◆ What you have to do ◆
Starting at the line that holds "ctx.textBaseline = 'middle';" and stopping at the line that holds "if (halo) ctx.strokeText(text, 0, 0);", restate the records below word for word, with both of those lines included.

(Records contained in a dataset)
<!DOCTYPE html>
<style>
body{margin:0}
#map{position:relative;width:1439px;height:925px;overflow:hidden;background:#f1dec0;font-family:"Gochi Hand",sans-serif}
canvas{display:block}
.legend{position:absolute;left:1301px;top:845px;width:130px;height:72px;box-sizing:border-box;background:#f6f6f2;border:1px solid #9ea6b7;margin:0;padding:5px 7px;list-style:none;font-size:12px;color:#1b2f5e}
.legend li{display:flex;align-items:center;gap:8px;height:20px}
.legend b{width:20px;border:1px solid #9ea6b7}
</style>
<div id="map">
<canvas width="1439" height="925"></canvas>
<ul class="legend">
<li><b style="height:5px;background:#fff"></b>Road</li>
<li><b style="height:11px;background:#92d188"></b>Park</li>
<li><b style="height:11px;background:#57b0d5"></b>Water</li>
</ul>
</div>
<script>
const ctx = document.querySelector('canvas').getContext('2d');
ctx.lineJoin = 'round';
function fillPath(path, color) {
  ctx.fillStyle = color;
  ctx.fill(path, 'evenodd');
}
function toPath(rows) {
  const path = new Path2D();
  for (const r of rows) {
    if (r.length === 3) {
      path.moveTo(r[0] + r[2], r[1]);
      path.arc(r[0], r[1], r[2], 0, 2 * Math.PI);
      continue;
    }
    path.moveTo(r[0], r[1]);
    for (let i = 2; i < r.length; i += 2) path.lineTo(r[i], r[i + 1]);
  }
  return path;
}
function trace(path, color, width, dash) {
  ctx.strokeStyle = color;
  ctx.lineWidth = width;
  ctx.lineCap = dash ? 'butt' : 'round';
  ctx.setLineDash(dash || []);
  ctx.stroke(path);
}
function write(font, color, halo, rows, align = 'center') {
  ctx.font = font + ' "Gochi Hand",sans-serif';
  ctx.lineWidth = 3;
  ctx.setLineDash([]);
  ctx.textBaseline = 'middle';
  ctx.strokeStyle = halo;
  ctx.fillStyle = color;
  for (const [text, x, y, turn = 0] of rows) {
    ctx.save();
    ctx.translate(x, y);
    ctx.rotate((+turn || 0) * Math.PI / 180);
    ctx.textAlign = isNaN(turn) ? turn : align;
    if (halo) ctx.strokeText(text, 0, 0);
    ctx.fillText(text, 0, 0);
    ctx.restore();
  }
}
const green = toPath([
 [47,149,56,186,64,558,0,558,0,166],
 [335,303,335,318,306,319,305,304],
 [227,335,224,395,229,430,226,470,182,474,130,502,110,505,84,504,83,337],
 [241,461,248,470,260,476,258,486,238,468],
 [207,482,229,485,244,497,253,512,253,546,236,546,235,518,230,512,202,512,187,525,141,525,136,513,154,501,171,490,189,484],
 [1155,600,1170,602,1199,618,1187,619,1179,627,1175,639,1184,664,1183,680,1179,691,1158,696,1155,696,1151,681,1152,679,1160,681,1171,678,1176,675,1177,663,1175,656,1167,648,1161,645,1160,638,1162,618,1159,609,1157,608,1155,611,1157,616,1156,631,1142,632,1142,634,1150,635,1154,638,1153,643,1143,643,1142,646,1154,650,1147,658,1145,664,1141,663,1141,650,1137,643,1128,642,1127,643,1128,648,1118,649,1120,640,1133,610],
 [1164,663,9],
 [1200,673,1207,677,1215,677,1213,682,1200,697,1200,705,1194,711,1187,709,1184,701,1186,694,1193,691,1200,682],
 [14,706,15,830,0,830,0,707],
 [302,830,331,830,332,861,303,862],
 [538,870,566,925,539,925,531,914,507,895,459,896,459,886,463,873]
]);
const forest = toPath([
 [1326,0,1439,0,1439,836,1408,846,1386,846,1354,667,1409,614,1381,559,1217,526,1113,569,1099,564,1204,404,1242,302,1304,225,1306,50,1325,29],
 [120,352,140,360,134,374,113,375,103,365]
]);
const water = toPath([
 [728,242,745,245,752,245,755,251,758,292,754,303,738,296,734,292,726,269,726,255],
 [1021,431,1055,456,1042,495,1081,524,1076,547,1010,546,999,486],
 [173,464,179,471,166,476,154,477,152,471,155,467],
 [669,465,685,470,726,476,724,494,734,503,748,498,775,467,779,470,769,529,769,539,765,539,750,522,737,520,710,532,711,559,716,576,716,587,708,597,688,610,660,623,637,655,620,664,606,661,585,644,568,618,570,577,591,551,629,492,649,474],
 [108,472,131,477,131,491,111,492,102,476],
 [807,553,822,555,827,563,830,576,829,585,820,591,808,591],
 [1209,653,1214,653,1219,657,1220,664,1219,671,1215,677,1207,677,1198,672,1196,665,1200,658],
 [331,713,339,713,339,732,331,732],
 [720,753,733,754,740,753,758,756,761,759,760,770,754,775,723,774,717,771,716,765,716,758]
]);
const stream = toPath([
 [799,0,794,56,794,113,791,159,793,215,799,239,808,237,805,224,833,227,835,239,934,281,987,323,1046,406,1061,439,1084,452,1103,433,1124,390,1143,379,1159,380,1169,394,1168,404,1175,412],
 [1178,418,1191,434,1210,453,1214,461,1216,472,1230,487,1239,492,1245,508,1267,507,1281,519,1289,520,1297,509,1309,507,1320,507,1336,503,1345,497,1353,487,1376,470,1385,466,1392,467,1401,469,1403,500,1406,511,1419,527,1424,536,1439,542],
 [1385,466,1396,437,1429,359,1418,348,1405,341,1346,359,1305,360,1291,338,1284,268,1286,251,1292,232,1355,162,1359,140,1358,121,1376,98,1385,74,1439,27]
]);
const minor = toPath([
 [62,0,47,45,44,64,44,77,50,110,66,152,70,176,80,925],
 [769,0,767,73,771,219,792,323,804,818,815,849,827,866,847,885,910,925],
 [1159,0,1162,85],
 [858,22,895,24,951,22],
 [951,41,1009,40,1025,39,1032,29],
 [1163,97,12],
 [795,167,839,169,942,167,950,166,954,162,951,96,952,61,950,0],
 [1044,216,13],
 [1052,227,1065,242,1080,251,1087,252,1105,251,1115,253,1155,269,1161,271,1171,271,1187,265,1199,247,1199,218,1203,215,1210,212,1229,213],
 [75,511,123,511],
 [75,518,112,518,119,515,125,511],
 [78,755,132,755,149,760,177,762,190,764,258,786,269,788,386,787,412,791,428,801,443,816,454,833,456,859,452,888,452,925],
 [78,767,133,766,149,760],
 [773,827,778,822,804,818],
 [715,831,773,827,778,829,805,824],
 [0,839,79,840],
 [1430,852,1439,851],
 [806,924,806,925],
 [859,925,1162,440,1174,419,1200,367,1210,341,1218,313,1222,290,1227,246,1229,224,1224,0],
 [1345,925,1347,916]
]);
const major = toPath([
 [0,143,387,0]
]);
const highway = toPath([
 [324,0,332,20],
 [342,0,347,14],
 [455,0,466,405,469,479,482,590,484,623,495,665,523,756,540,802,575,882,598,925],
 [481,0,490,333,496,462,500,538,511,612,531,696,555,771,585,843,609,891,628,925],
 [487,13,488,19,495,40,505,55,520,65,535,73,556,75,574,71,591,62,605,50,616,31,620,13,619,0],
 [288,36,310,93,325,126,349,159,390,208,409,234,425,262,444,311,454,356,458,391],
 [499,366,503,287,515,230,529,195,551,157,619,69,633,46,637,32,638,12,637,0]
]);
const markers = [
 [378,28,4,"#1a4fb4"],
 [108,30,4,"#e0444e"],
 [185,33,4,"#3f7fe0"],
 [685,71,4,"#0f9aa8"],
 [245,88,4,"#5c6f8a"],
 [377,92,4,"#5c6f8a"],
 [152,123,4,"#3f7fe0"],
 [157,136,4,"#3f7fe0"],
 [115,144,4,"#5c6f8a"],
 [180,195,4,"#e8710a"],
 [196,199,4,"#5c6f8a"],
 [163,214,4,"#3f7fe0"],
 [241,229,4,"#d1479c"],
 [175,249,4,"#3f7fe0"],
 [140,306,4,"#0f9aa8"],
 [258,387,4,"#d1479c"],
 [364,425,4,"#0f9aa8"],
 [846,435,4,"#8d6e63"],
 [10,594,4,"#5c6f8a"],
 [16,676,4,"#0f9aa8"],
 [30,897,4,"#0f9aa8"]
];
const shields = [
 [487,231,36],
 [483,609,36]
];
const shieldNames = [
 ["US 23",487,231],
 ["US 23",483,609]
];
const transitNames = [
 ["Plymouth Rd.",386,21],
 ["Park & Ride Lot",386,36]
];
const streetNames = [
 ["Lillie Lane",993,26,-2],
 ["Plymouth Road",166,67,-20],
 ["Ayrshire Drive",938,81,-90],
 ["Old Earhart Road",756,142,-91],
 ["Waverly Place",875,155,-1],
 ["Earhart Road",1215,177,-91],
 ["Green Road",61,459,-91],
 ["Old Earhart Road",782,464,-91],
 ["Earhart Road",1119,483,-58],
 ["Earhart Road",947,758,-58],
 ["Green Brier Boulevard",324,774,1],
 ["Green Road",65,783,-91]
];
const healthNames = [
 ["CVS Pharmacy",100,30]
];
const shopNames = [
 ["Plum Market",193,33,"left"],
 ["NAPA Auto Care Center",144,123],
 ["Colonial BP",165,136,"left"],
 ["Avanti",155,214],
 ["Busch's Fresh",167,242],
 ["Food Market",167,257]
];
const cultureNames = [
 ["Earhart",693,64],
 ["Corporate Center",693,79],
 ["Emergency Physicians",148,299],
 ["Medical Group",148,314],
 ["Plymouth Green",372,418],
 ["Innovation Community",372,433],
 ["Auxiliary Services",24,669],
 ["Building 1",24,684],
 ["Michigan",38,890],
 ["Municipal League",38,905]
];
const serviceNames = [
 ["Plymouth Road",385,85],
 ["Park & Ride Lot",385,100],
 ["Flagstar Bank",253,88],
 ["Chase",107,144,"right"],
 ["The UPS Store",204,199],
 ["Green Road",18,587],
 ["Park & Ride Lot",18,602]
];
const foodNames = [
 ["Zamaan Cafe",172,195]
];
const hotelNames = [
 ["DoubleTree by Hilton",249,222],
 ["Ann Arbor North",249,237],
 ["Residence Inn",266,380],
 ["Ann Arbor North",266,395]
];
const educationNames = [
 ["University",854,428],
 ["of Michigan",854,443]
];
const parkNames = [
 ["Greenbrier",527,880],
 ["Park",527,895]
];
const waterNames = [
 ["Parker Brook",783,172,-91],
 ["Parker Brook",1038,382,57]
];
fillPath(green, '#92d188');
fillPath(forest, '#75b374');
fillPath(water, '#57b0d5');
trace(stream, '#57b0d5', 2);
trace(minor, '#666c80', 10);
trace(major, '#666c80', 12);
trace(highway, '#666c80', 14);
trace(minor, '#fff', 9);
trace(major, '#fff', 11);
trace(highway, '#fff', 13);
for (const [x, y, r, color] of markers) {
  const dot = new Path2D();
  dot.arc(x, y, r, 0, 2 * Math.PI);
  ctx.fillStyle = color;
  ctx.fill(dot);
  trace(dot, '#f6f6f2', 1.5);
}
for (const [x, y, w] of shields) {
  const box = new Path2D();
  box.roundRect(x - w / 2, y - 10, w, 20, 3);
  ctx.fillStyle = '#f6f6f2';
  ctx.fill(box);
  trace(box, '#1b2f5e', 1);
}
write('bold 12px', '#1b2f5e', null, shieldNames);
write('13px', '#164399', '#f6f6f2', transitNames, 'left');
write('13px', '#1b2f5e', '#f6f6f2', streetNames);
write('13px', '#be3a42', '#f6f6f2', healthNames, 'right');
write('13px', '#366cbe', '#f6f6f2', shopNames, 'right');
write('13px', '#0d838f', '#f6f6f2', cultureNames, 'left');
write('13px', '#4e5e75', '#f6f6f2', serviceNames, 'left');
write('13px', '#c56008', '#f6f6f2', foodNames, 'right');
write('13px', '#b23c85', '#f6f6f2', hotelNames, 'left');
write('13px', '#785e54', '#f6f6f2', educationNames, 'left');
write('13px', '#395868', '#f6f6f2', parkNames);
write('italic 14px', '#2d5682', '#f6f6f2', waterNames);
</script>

◆ Solution to the problem ◆
  ctx.textBaseline = 'middle';
  ctx.strokeStyle = halo;
  ctx.fillStyle = color;
  for (const [text, x, y, turn = 0] of rows) {
    ctx.save();
    ctx.translate(x, y);
    ctx.rotate((+turn || 0) * Math.PI / 180);
    ctx.textAlign = isNaN(turn) ? turn : align;
    if (halo) ctx.strokeText(text, 0, 0);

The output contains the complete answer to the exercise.